Addressing opioid addiction
Thumbs Up: The Alexandria Lakes Area Chamber of Commerce deserves credit for offering a one-hour, informal virtual “Listen and Learn” that will focus on a tough topic — opioid addiction. It will take place Wednesday, July 20 from noon to 1 p.m. Opioid addiction is one of those topics that people avoid talking about. But they should be aware of just how serious the problem is, how to get help, how others have recovered from it and the support that’s available. More than 100,000 opioid overdoses occurred in the U.S. last year. There’s also considerable stigma associated with Opioid Use Disorder or OUD. At the Listen and Learn, a family medicine physician from Alomere Health will lead the discussion, along with a speaker who will talk about his personal journey through recovery. For more information, call the Chamber at 320-763-3161 or email firstname.lastname@example.org .
Thumbs Down: Here’s a new crime to be wary of. CenterPoint Energy is alerting customers of reported increases in door-to-door, phone call and text message scams. Reports of individuals impersonating CenterPoint Energy have employed various tactics, including requests to check natural gas meters at customers’ homes and spoofing company phone numbers to threaten service disconnection. CenterPoint Energy will never call a customer and demand payment over the phone to avoid immediate disconnection. The company would never ask customers to make payments with a pre-paid debit card, gift card, any form of cryptocurrency or third-party digital payment mobile applications. Also, all CenterPoint Energy technicians and contractors will have a company badge to display when performing work.
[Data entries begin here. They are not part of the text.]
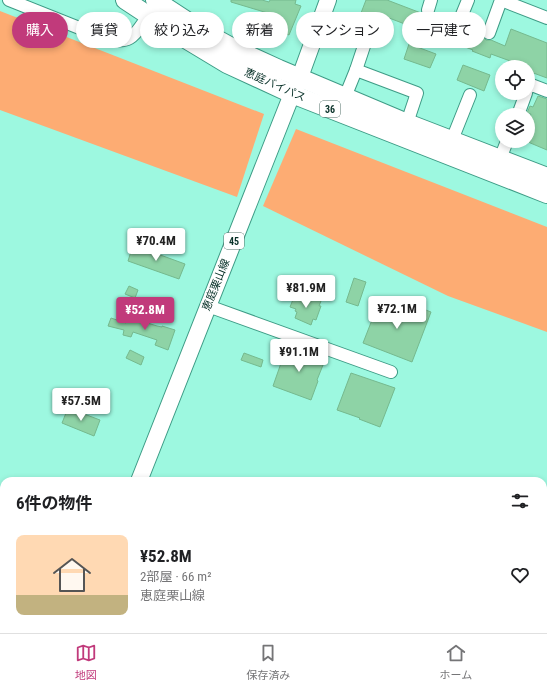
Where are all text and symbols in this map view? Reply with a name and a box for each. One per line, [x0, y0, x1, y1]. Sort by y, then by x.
chip: 購入 [12, 12, 68, 48]
chip: 賃貸 [76, 12, 132, 48]
chip: 絞り込み [140, 12, 224, 48]
chip: 新着 [232, 12, 288, 48]
chip: マンション [296, 12, 394, 48]
chip: 一戸建て [402, 12, 486, 48]
map controls [495, 60, 535, 148]
button: locate [495, 60, 535, 100]
street label: 恵庭バイパス [242, 66, 308, 104]
road number: 36 [320, 101, 340, 117]
button: layers [495, 108, 535, 148]
pin: ¥70.4M [123, 228, 189, 262]
text: ¥70.4M [136, 233, 176, 248]
road number: 45 [224, 233, 244, 249]
street label: 恵庭栗山線 [200, 257, 232, 313]
pin: ¥81.9M [273, 275, 339, 309]
text: ¥81.9M [286, 280, 326, 295]
pin: ¥72.1M [364, 296, 430, 330]
pin: ¥52.8M [112, 297, 178, 331]
text: ¥72.1M [377, 301, 417, 316]
text: ¥52.8M [125, 302, 165, 317]
pin: ¥91.1M [266, 339, 332, 373]
text: ¥91.1M [279, 344, 319, 359]
pin: ¥57.5M [48, 388, 114, 422]
text: ¥57.5M [61, 393, 101, 408]
icon: filters [509, 490, 531, 512]
text: 6件の物件 [16, 493, 93, 513]
text: ¥52.8M [140, 546, 192, 566]
icon: home [48, 551, 96, 599]
icon: heart [509, 564, 531, 586]
text: 2部屋 · 66 m² [140, 569, 211, 584]
text: 恵庭栗山線 [140, 588, 205, 603]
tab: 地図 [75, 642, 97, 682]
tab: 保存済み [246, 642, 290, 682]
tab: ホーム [440, 642, 472, 682]

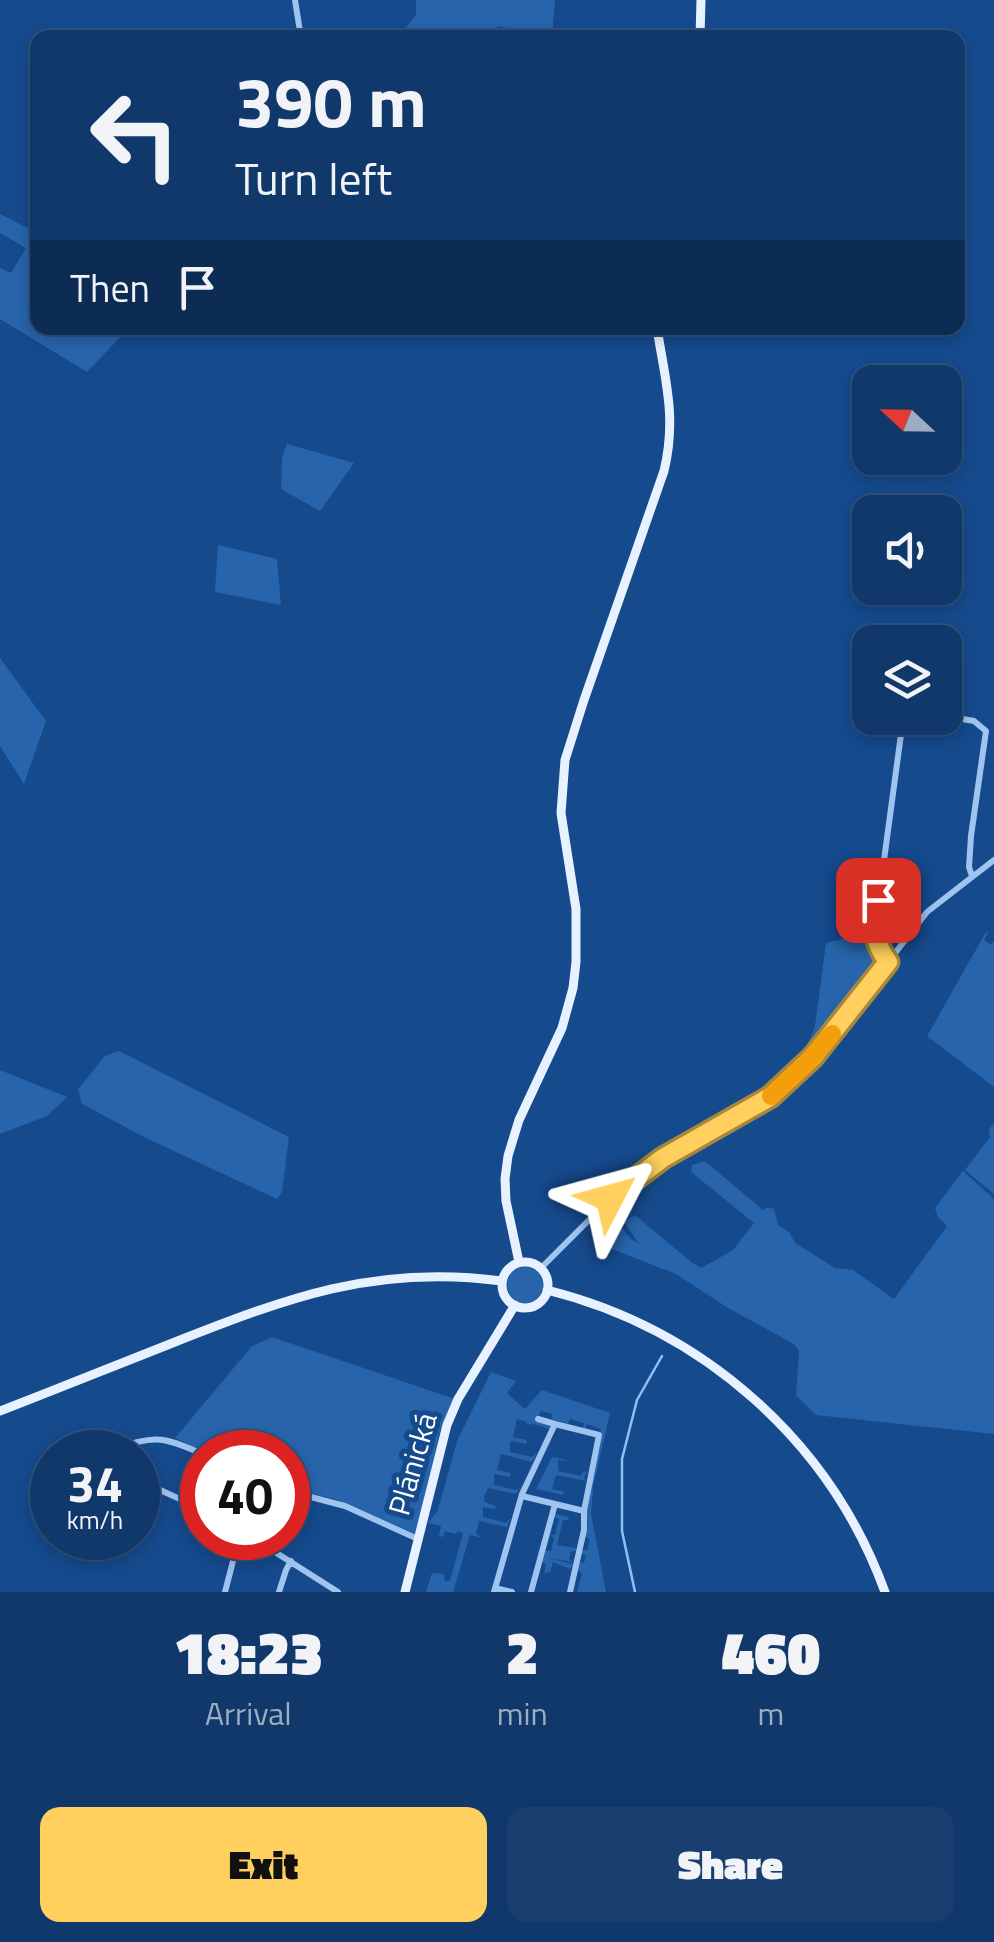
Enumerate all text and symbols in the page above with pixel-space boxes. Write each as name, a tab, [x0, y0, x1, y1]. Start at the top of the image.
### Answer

Depending on the particular scam, customers who believe they have been a victim can also take the following steps to report – file a report with the local police department; file a report with the FBI; file a complaint with the Federal Trade Commission.
Minnesota is a caring state
Thumbs Up: Here’s a bit of good news: Minnesota ranks as the second most “caring state” in the USA, according to a new report by AgingInPlace.org . The report is based on seven different factors – homelessness, recycling rates, happiness, non-profit organizations per 100,000 people, animal rescue centers, percentage of workforce non-profits and charitable searches. Minnesota had a “caring score” of 7.11, just behind Connecticut with a score of 8.13.